La expresión, sin embargo, no pertenece al actual presidente de la AN, el diputado Juan Guaidó, quien el pasado 23 de enero se juramentó como presidente encargado de Venezuela en un acto calificado por el presidente Nicolás Maduro como un “intento de golpe de Estado”.

La frase corresponde a Julio Borges, el diputado que ocupó la presidencia de la AN en 2017 y fue pronunciada en el marco de la ola de protestas antigubernamentales que sacudieron a Venezuela ese año.

Su similitud con los llamados que dos años más tarde hace Guaidó revela no solo el estancamiento en el choque de poderes que vive Venezuela desde que en 2016 la oposición se hizo con el control de la AN, sino también el papel central que se le atribuye a la Fuerza Armada Nacional Bolivariana (FANB) en la definición de la crisis que sacude a ese país.

La coyuntura ha cambiado.
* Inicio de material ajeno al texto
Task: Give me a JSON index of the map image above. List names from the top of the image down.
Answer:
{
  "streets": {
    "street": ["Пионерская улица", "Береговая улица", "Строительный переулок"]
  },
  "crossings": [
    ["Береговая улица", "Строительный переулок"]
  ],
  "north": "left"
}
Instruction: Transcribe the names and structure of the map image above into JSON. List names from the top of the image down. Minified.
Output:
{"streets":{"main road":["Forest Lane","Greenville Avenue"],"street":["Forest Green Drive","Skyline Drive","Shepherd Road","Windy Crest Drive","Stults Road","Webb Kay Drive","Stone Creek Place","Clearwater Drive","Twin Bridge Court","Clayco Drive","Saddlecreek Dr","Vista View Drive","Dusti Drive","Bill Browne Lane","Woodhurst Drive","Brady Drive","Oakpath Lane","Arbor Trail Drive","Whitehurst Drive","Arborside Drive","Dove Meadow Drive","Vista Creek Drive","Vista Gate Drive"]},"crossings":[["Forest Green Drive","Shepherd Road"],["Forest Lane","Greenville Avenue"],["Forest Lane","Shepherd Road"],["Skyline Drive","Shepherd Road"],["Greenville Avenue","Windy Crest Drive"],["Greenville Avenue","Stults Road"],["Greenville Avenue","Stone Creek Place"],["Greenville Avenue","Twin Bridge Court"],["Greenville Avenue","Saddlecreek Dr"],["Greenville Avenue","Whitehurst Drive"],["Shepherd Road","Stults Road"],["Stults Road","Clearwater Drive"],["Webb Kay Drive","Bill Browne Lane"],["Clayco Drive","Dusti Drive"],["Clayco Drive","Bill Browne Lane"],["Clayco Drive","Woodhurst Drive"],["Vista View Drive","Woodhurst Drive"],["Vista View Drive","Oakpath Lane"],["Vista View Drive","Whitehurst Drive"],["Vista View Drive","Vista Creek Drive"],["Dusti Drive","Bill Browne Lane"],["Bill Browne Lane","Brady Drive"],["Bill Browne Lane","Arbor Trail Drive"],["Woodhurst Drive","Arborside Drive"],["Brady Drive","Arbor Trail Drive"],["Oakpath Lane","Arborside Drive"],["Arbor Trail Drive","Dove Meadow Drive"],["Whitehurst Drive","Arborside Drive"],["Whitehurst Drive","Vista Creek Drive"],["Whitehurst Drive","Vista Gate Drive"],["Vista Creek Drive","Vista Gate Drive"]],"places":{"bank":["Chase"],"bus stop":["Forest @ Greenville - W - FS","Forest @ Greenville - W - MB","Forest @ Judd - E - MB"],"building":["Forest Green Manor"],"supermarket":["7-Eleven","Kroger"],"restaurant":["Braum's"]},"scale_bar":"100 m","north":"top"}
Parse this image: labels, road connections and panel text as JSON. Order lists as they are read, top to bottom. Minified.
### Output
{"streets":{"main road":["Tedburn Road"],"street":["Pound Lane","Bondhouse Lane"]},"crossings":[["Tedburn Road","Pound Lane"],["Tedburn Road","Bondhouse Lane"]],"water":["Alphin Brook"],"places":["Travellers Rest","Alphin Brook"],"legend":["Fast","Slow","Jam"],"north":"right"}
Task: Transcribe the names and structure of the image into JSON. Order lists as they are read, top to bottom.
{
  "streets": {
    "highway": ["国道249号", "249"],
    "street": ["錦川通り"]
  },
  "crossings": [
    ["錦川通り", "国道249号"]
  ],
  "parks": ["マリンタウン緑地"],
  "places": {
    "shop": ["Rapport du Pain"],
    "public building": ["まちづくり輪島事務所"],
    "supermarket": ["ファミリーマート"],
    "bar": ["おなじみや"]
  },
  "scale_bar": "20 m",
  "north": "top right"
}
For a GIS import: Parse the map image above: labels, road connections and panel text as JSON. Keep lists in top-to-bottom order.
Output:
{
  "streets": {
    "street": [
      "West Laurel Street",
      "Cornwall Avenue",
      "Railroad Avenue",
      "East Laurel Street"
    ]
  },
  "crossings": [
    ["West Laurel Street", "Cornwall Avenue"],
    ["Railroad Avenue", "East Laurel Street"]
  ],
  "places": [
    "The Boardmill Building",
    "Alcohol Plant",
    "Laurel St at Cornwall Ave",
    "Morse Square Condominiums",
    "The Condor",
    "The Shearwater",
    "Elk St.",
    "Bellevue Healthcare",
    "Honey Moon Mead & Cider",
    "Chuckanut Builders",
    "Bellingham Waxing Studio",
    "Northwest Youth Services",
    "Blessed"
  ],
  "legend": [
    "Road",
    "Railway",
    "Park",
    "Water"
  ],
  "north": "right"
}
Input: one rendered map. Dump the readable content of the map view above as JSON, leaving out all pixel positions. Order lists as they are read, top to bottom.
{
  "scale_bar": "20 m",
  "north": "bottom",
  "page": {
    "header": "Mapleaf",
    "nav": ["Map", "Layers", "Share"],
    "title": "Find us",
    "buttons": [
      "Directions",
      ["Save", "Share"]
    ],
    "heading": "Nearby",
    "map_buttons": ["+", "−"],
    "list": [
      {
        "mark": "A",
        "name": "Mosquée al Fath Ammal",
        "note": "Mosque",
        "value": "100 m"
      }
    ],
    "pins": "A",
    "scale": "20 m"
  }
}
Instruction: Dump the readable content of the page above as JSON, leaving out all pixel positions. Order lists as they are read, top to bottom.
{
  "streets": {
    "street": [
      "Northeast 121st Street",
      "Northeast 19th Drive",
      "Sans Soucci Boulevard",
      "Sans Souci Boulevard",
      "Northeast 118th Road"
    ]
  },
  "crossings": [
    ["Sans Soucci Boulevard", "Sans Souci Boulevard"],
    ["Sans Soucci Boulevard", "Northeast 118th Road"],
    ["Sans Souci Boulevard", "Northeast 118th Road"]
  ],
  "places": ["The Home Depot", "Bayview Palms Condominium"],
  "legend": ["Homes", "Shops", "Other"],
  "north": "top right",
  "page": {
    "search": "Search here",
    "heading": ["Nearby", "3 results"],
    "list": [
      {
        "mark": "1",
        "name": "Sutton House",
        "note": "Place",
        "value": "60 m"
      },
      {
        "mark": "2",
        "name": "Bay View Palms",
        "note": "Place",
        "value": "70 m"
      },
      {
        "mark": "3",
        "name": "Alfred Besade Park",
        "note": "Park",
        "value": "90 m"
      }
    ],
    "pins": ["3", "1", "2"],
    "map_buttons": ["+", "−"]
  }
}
Mientras en 2017 las protestas respondían a la decisión del Tribunal Supremo de Justicia de despojar de competencias a la AN, en 2019 el descontento surge de la asunción por parte de Maduro de un segundo mandato presidencial para el que fue electo en unos comicios que la oposición tacha de fraudulentos.

Otra diferencia es que ahora el conflicto ha llevado a una alta implicación de la comunidad internacional.

Estados Unidos, la Unión Europea y la mayor parte de los países de América Latina han decidido desconocer al gobierno de Maduro, mientras que Rusia, China, Turquía y otros países de la región como Bolivia, Nicaragua y Cuba respaldan al mandatario chavista.